ChessGenius
ChessGenius is the name of a chess-playing computer program written by Richard Lang who has in the past written programs that have won the World Computer Chess Championship on 10 occasions. It is a continuation of a series of programs (which included various incarnations of the Mephisto program) written by Richard Lang which won the World Microcomputer Chess Championship in 1984, 1985, 1986, 1987, 1988, 1989, 1990, 1991 and 1993. ChessGenius was the first computer to beat a world champion (Garry Kasparov) at a non-blitz time limit. This victory was particularly significant because in contrast to the victory two years later by Deep Blue which was running on very fast custom-built hardware, ChessGenius was running on only an early Pentium PC.
As well as playing chess, ChessGenius can read games created in .cbf (Chess Base Format) and .pgn (Portable Game Notation) formats and can analyse games assessing the moves played against its own evaluations. It is also possible to run other chess engines in the ChessGenius interface. The built-in opening book for ChessGenius for Windows was written by a team led by Ossi Weiner.

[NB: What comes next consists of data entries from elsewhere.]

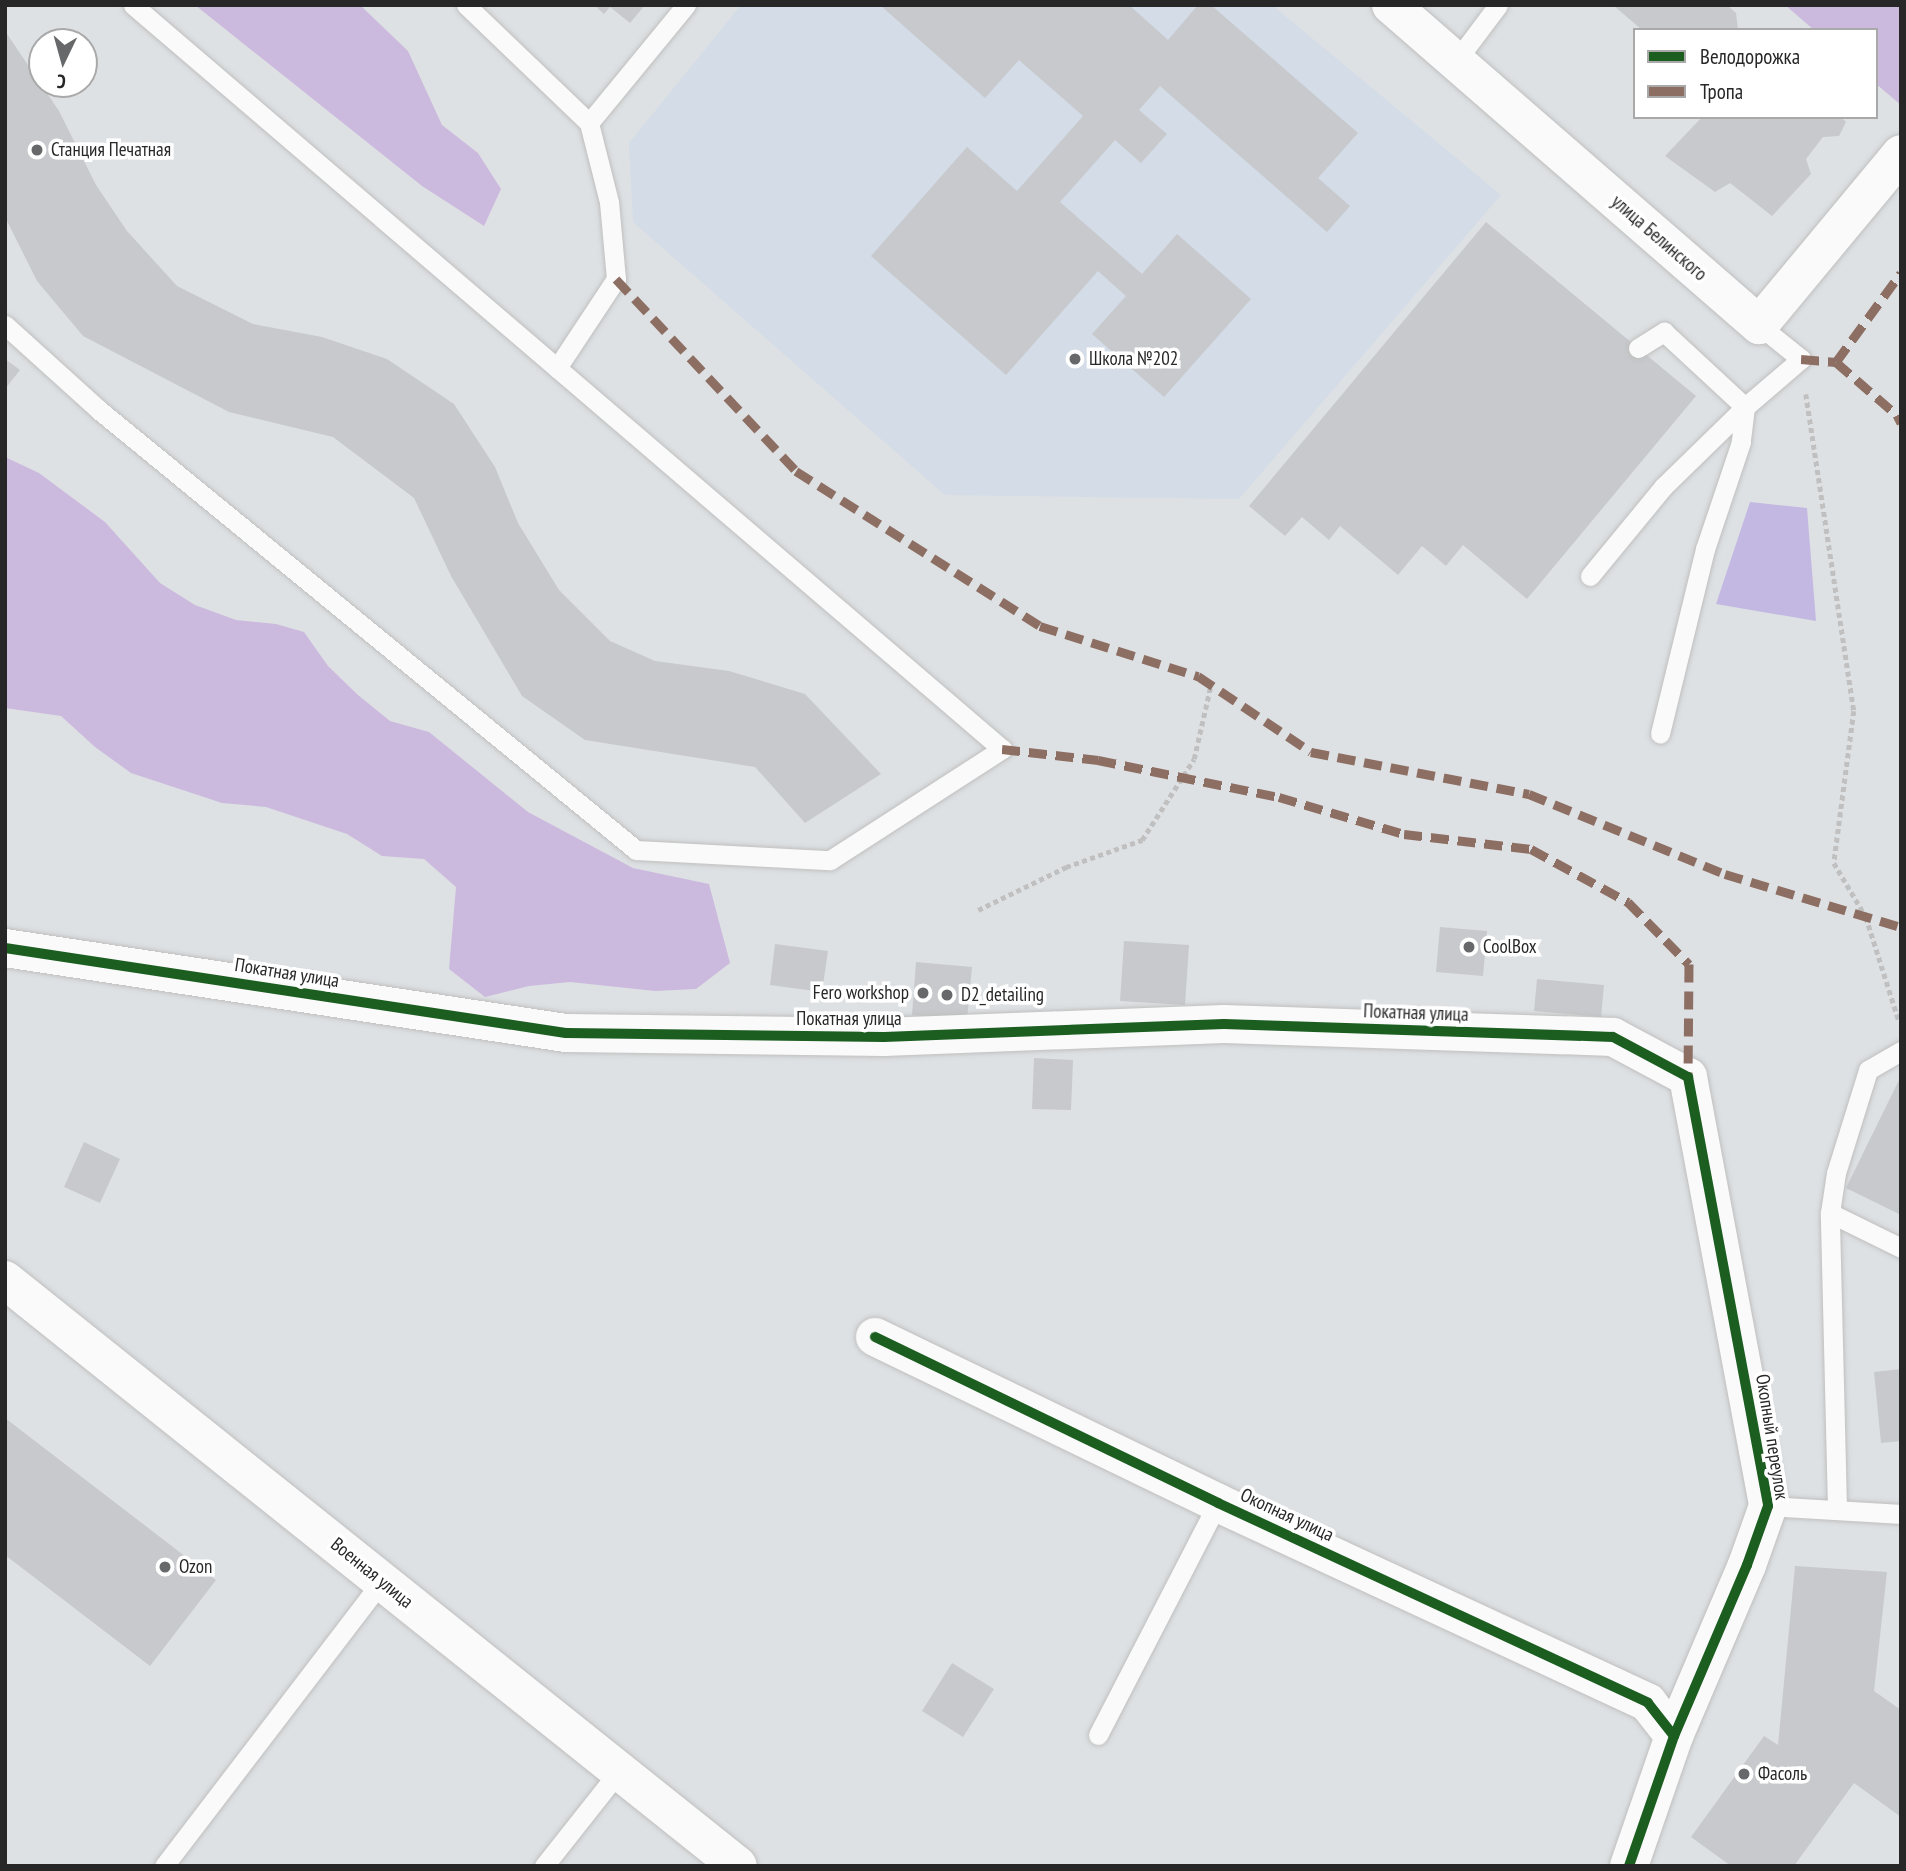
<!DOCTYPE html>
<html>
<head>
<meta charset="utf-8">
<style>
	body { margin:0 }
	#map { position:relative; width:1906px; height:1871px; overflow:hidden; background:#dee1e4; font-family:"PT Sans Narrow",sans-serif }
	div>[style] { position:absolute }
	.education>* { inset:0; background:#d3dce7 }
	.green>* { inset:0; background:#ccbade }
	.pitch>* { inset:0; background:#c3b8e2 }
	.building>* { inset:0; background:#c7c9cc }
	.path>* { height:4.5px; margin-top:-2.25px; transform-origin:0; background:repeating-linear-gradient(90deg,#c0c0c1 0 5px,transparent 0 8.5px) }
	.roads { filter:drop-shadow(0 0 2px #bfbfbe) drop-shadow(0 0 2px #bfbfbe) }
	.lane>* { height:19px; margin:-9.5px; padding:0 9.5px; transform-origin:9.5px; border-radius:9.5px; background:#fafafb }
	.street>* { height:38px; margin:-19px; padding:0 19px; transform-origin:19px; border-radius:19px; background:#fafafb }
	.secondary>* { height:38px; margin:-19px; padding:0 19px; transform-origin:19px; border-radius:19px; background:#fafafb }
	.quiet>* { height:9px; margin-top:-4.5px; transform-origin:0; background:repeating-linear-gradient(90deg,#8d6e63 0 18px,transparent 0 27px) }
	.cycleway>* { height:10px; margin:-5px; padding:0 5px; transform-origin:5px; border-radius:5px; background:#1b5e20 }
	.dots>* { width:19px; height:19px; translate:-50% -50%; box-sizing:border-box; border:4px solid #fff; border-radius:50% }
	span { translate:-50% -50%; white-space:nowrap; text-align:center; line-height:1.15; -webkit-text-stroke:7px #fff; paint-order:stroke }
	.poi-label { font-size:19px; color:#272727 }
	.left { translate:0 -50%; text-align:left }
	.right { translate:-100% -50%; text-align:right }
	.street-label { font-size:19px; color:#272727 }
	.frame { position:absolute; inset:0; border:7px solid #272727; pointer-events:none }
	.legend { position:absolute; left:1633px; top:28px; width:245px; height:91px; box-sizing:border-box; background:#fff; border:2px solid #a9a9a9; margin:0; padding:9px 12px; list-style:none; font-size:21px; color:#272727 }
	.legend li { display:flex; align-items:center; gap:14px; height:35px }
	.legend b { width:35px; border:2px solid #a9a9a9 }
	.north { position:absolute; left:28px; top:28px; width:70px; height:70px; box-sizing:border-box; background:#fff; border:2px solid #a9a9a9; border-radius:50%; rotate:185deg; font-size:19px; font-weight:700; line-height:28px; text-align:center; color:#272727 }
	.north::after { content:''; display:block; margin:auto; width:24px; height:32px; background:#676869; clip-path:polygon(50% 0,100% 100%,50% 72%,0 100%) }
</style>
</head>
<body>
<div id="map">
	<div class="education">
		<i style="clip-path:polygon(741px 5px,1272px 5px,1501px 195px,1239px 499px,945px 495px,633px 222px,629px 143px)"></i>
	</div>
	<div class="green">
		<i style="clip-path:polygon(195px 5px,360px 5px,408px 51px,442px 125px,478px 153px,501px 189px,484px 226px,422px 186px)"></i>
		<i style="clip-path:polygon(1785px 5px,1901px 5px,1901px 105px,1876px 84px,1876px 30px,1814px 30px)"></i>
		<i style="clip-path:polygon(5px 457px,39px 473px,105px 522px,160px 583px,195px 605px,236px 620px,276px 624px,304px 632px,328px 666px,358px 695px,390px 721px,429px 732px,528px 812px,633px 868px,709px 884px,730px 963px,696px 989px,655px 991px,570px 982px,529px 986px,485px 997px,449px 969px,456px 887px,424px 859px,382px 856px,347px 834px,266px 807px,222px 803px,131px 773px,95px 747px,61px 716px,5px 708px)"></i>
	</div>
	<div class="pitch">
		<i style="clip-path:polygon(1750px 502px,1807px 508px,1816px 621px,1716px 604px)"></i>
	</div>
	<div class="building">
		<i style="clip-path:polygon(594px 5px,645px 5px,630px 23px,610px 7px,604px 14px)"></i>
		<i style="clip-path:polygon(880px 5px,1129px 5px,1168px 40px,1198px 5px,1211px 5px,1358px 133px,1318px 178px,1350px 206px,1327px 232px,1160px 86px,1139px 110px,1167px 134px,1141px 163px,1115px 140px,1060px 202px,1142px 274px,1177px 234px,1251px 299px,1164px 397px,1092px 334px,1126px 296px,1098px 271px,1006px 375px,871px 256px,967px 147px,1017px 191px,1083px 116px,1019px 60px,985px 98px)"></i>
		<i style="clip-path:polygon(1613px 5px,1727px 5px,1736px 13px,1738px 30px,1642px 30px)"></i>
		<i style="clip-path:polygon(5px 31px,59px 111px,96px 185px,127px 231px,177px 286px,253px 324px,322px 337px,387px 359px,454px 404px,495px 467px,518px 523px,559px 590px,610px 641px,655px 661px,729px 671px,805px 694px,881px 774px,805px 823px,755px 767px,585px 740px,522px 696px,451px 576px,414px 498px,333px 437px,229px 412px,83px 336px,37px 281px,5px 217px)"></i>
		<i style="clip-path:polygon(1702px 117px,1841px 117px,1846px 122px,1839px 136px,1823px 137px,1806px 159px,1811px 174px,1772px 216px,1730px 183px,1715px 192px,1665px 156px)"></i>
		<i style="clip-path:polygon(1486px 222px,1696px 396px,1527px 599px,1463px 545px,1446px 566px,1422px 546px,1398px 575px,1340px 526px,1329px 540px,1302px 517px,1285px 536px,1249px 506px)"></i>
		<i style="clip-path:polygon(5px 359px,20px 370px,5px 389px)"></i>
		<i style="clip-path:polygon(1440px 927px,1487px 931px,1483px 976px,1436px 972px)"></i>
		<i style="clip-path:polygon(1124px 941px,1189px 945px,1185px 1005px,1120px 1001px)"></i>
		<i style="clip-path:polygon(775px 944px,828px 951px,822px 992px,770px 985px)"></i>
		<i style="clip-path:polygon(916px 962px,972px 967px,967px 1020px,912px 1015px)"></i>
		<i style="clip-path:polygon(1537px 979px,1604px 985px,1601px 1017px,1534px 1011px)"></i>
		<i style="clip-path:polygon(1034px 1058px,1073px 1060px,1071px 1110px,1032px 1109px)"></i>
		<i style="clip-path:polygon(1901px 1076px,1901px 1215px,1846px 1188px)"></i>
		<i style="clip-path:polygon(84px 1142px,120px 1159px,100px 1203px,64px 1187px)"></i>
		<i style="clip-path:polygon(1901px 1369px,1901px 1441px,1881px 1443px,1874px 1372px)"></i>
		<i style="clip-path:polygon(5px 1418px,216px 1580px,150px 1666px,5px 1555px)"></i>
		<i style="clip-path:polygon(1795px 1566px,1887px 1572px,1874px 1691px,1901px 1710px,1901px 1817px,1854px 1783px,1794px 1866px,1731px 1866px,1691px 1837px,1764px 1736px,1778px 1745px)"></i>
		<i style="clip-path:polygon(952px 1663px,994px 1689px,963px 1737px,922px 1711px)"></i>
	</div>
	<div class="path">
		<i style="left:1806px;top:394px;width:321px;rotate:81.4deg"></i>
		<i style="left:1854px;top:711px;width:153px;rotate:97.5deg"></i>
		<i style="left:1834px;top:863px;width:63px;rotate:59.3deg"></i>
		<i style="left:1866px;top:917px;width:109px;rotate:72.4deg"></i>
		<i style="left:978px;top:910px;width:98px;rotate:-26deg"></i>
		<i style="left:1066px;top:867px;width:81px;rotate:-19.6deg"></i>
		<i style="left:1142px;top:840px;width:96px;rotate:-57.3deg"></i>
		<i style="left:1194px;top:759px;width:77px;rotate:-77.2deg"></i>
	</div>
	<div class="roads">
		<div class="lane">
			<i style="left:466px;top:5px;width:170px;rotate:43.8deg"></i>
			<i style="left:589px;top:123px;width:153px;rotate:-50.6deg"></i>
			<i style="left:1456px;top:61px;width:70px;rotate:-53.1deg"></i>
			<i style="left:5px;top:325px;width:127px;rotate:42.1deg"></i>
			<i style="left:99px;top:410px;width:694px;rotate:39.33deg"></i>
			<i style="left:636px;top:850px;width:194px;rotate:3deg"></i>
			<i style="left:830px;top:860px;width:205px;rotate:-32.8deg"></i>
			<i style="left:1002px;top:749px;width:1144px;rotate:-139.43deg"></i>
			<i style="left:1638px;top:348px;width:31px;rotate:-32deg"></i>
			<i style="left:1664px;top:332px;width:110px;rotate:42.8deg"></i>
			<i style="left:1745px;top:407px;width:35px;rotate:97deg"></i>
			<i style="left:1741px;top:442px;width:113px;rotate:108.6deg"></i>
			<i style="left:1705px;top:549px;width:190px;rotate:103.7deg"></i>
			<i style="left:557px;top:368px;width:107px;rotate:-56.5deg"></i>
			<i style="left:616px;top:279px;width:77px;rotate:-95.2deg"></i>
			<i style="left:609px;top:202px;width:81px;rotate:-104.2deg"></i>
			<i style="left:1590px;top:576px;width:115px;rotate:-50.6deg"></i>
			<i style="left:1663px;top:487px;width:115px;rotate:-44.3deg"></i>
			<i style="left:1745px;top:407px;width:74px;rotate:-40.6deg"></i>
			<i style="left:1801px;top:359px;width:54px;rotate:-141deg"></i>
			<i style="left:1830px;top:1213px;width:79px;rotate:26.2deg"></i>
			<i style="left:1768px;top:1506px;width:133px;rotate:3.4deg"></i>
			<i style="left:1837px;top:1508px;width:295px;rotate:-91.4deg"></i>
			<i style="left:1830px;top:1213px;width:40px;rotate:-81.5deg"></i>
			<i style="left:1836px;top:1173px;width:108px;rotate:-72.7deg"></i>
			<i style="left:1868px;top:1070px;width:38px;rotate:-30deg"></i>
			<i style="left:1098px;top:1735px;width:261px;rotate:-62.7deg"></i>
			<i style="left:164px;top:1866px;width:359px;rotate:-52.6deg"></i>
			<i style="left:544px;top:1866px;width:121px;rotate:-51.7deg"></i>
		</div>
		<div class="street">
			<i style="left:1391px;top:5px;width:488px;rotate:41deg"></i>
			<i style="left:1759px;top:325px;width:222px;rotate:-50.3deg"></i>
			<i style="left:5px;top:948px;width:567px;rotate:8.62deg"></i>
			<i style="left:566px;top:1033px;width:318px;rotate:0.7deg"></i>
			<i style="left:884px;top:1037px;width:340px;rotate:-2.2deg"></i>
			<i style="left:1224px;top:1024px;width:389px;rotate:1.9deg"></i>
			<i style="left:1613px;top:1037px;width:85px;rotate:28.1deg"></i>
			<i style="left:1688px;top:1077px;width:436px;rotate:79.4deg"></i>
			<i style="left:1768px;top:1506px;width:63px;rotate:109.6deg"></i>
			<i style="left:1747px;top:1565px;width:186px;rotate:113.1deg"></i>
			<i style="left:1674px;top:1736px;width:138px;rotate:109.1deg"></i>
			<i style="left:875px;top:1337px;width:381px;rotate:25.8deg"></i>
			<i style="left:1218px;top:1503px;width:474px;rotate:24.9deg"></i>
			<i style="left:1648px;top:1703px;width:42px;rotate:51.8deg"></i>
		</div>
		<div class="secondary">
			<i style="left:5px;top:1280px;width:938px;rotate:38.64deg"></i>
		</div>
	</div>
	<div class="quiet">
		<i style="left:616px;top:279px;width:263px;rotate:46.8deg"></i>
		<i style="left:796px;top:471px;width:289px;rotate:32.4deg"></i>
		<i style="left:1040px;top:626px;width:166px;rotate:17.6deg"></i>
		<i style="left:1198px;top:676px;width:136px;rotate:33.9deg"></i>
		<i style="left:1311px;top:752px;width:222px;rotate:10.9deg"></i>
		<i style="left:1529px;top:794px;width:212px;rotate:22.2deg"></i>
		<i style="left:1725px;top:874px;width:184px;rotate:16.8deg"></i>
		<i style="left:1801px;top:359px;width:35px;rotate:5deg"></i>
		<i style="left:1836px;top:362px;width:110px;rotate:-53.9deg"></i>
		<i style="left:1836px;top:362px;width:81px;rotate:41deg"></i>
		<i style="left:1897px;top:415px;width:9px;rotate:63deg"></i>
		<i style="left:1002px;top:749px;width:97px;rotate:6.5deg"></i>
		<i style="left:1098px;top:760px;width:185px;rotate:11.6deg"></i>
		<i style="left:1279px;top:797px;width:130px;rotate:16.5deg"></i>
		<i style="left:1404px;top:834px;width:128px;rotate:6.7deg"></i>
		<i style="left:1531px;top:849px;width:111px;rotate:28.7deg"></i>
		<i style="left:1628px;top:902px;width:87px;rotate:45.5deg"></i>
		<i style="left:1689px;top:964px;width:113px;rotate:90.5deg"></i>
	</div>
	<div class="cycleway">
		<i style="left:5px;top:948px;width:567px;rotate:8.62deg"></i>
		<i style="left:566px;top:1033px;width:318px;rotate:0.7deg"></i>
		<i style="left:884px;top:1037px;width:340px;rotate:-2.2deg"></i>
		<i style="left:1224px;top:1024px;width:389px;rotate:1.9deg"></i>
		<i style="left:1613px;top:1037px;width:85px;rotate:28.1deg"></i>
		<i style="left:1688px;top:1077px;width:436px;rotate:79.4deg"></i>
		<i style="left:1768px;top:1506px;width:63px;rotate:109.6deg"></i>
		<i style="left:1747px;top:1565px;width:186px;rotate:113.1deg"></i>
		<i style="left:1674px;top:1736px;width:138px;rotate:109.1deg"></i>
		<i style="left:875px;top:1337px;width:381px;rotate:25.8deg"></i>
		<i style="left:1218px;top:1503px;width:474px;rotate:24.9deg"></i>
		<i style="left:1648px;top:1703px;width:42px;rotate:51.8deg"></i>
	</div>
	<div class="dots">
		<i style="left:37px;top:150px;background:#676869"></i>
		<i style="left:1075px;top:359px;background:#676869"></i>
		<i style="left:1469px;top:947px;background:#676869"></i>
		<i style="left:923px;top:993px;background:#676869"></i>
		<i style="left:947px;top:995px;background:#676869"></i>
		<i style="left:165px;top:1567px;background:#676869"></i>
		<i style="left:1744px;top:1774px;background:#676869"></i>
	</div>
	<div class="poi-label">
		<span class="left" style="left:51px;top:150px">Станция Печатная</span>
		<span class="left" style="left:1089px;top:359px">Школа №202</span>
		<span class="left" style="left:1483px;top:947px">CoolBox</span>
		<span class="right" style="left:909px;top:993px">Fero workshop</span>
		<span class="left" style="left:961px;top:995px">D2_detailing</span>
		<span class="left" style="left:179px;top:1567px">Ozon</span>
		<span class="left" style="left:1758px;top:1774px">Фасоль</span>
	</div>
	<div class="street-label">
		<span style="left:1659px;top:238px;rotate:41deg">улица Белинского</span>
		<span style="left:287px;top:973px;rotate:9deg">Покатная улица</span>
		<span style="left:1416px;top:1013px;rotate:2deg">Покатная улица</span>
		<span style="left:849px;top:1019px">Покатная улица</span>
		<span style="left:1772px;top:1437px;rotate:81deg">Окопный переулок</span>
		<span style="left:1287px;top:1515px;rotate:25deg">Окопная улица</span>
		<span style="left:372px;top:1573px;rotate:39deg">Военная улица</span>
	</div>
	<div class="frame"></div>
	<ul class="legend">
	<li><b style="height:9px;background:#1b5e20"></b>Велодорожка</li>
	<li><b style="height:9px;background:#8d6e63"></b>Тропа</li>
	</ul>
	<div class="north">С</div>
</div>
</body>
</html>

In the early 1990s ChessGenius was 'one of the first master-strength programs'. In an article comparing ChessGenius with Fritz in February 1994 Grandmaster and computer chess expert John Nunn wrote, 'My own opinion is that if raw playing strength is your dominant criterion, then go for Genius'. Its playing style has been compared to that of a 'micro-Karpov'. ChessGenius, like many of Lang's programs, was famous for having an 'asymmetric evaluation function' which means that moves and sequences of moves might be scored differently depending on whether they are to be made by the program or by the opponent (which has implications for which lines are 'forward pruned' in its calculations). For example, ChessGenius might give a low score to a wild attack of its own and so not calculate it and so not initiate it, but a high score to a wild attack by the opponent and so spend time calculating the implications of such an attack by the opponent, thus making its style of play very 'safe'. At the Intel World Chess Grand Prix in London in 1994 ChessGenius achieved a rating performance for the tournament of 2795 Elo rating. From 1994 until 1998 ChessGenius remained one of the top chess programs available. In 1999 ChessGenius dropped out of the top ten on the SSDF (Swedish Chess Computer Association) rating list and it continued to slip down the list over the following decade. The programmer Richard Lang has suggested that this was because the program does not scale well to faster hardware. Portable versions (for example for Palm and the original iPhone) perform exceptionally well because ChessGenius is particularly strong in weak hardware environments. Unlike most other commercial vendors, Richard Lang explicitly forbids including the PC version of ChessGenius in chess engine rating lists, so it is difficult to gauge its strength compared to other modern programs. It has been suggested that the reason the current PC version of ChessGenius (7.2) is marketed as 'Classic' is because it was the first ever platform for Genius engine to appear for, to distinguish it from the other versions primarily for handheld devices and not because apart from speed and efficiency enhancements, and updates to its openings book, the program has not changed dramatically since 1995.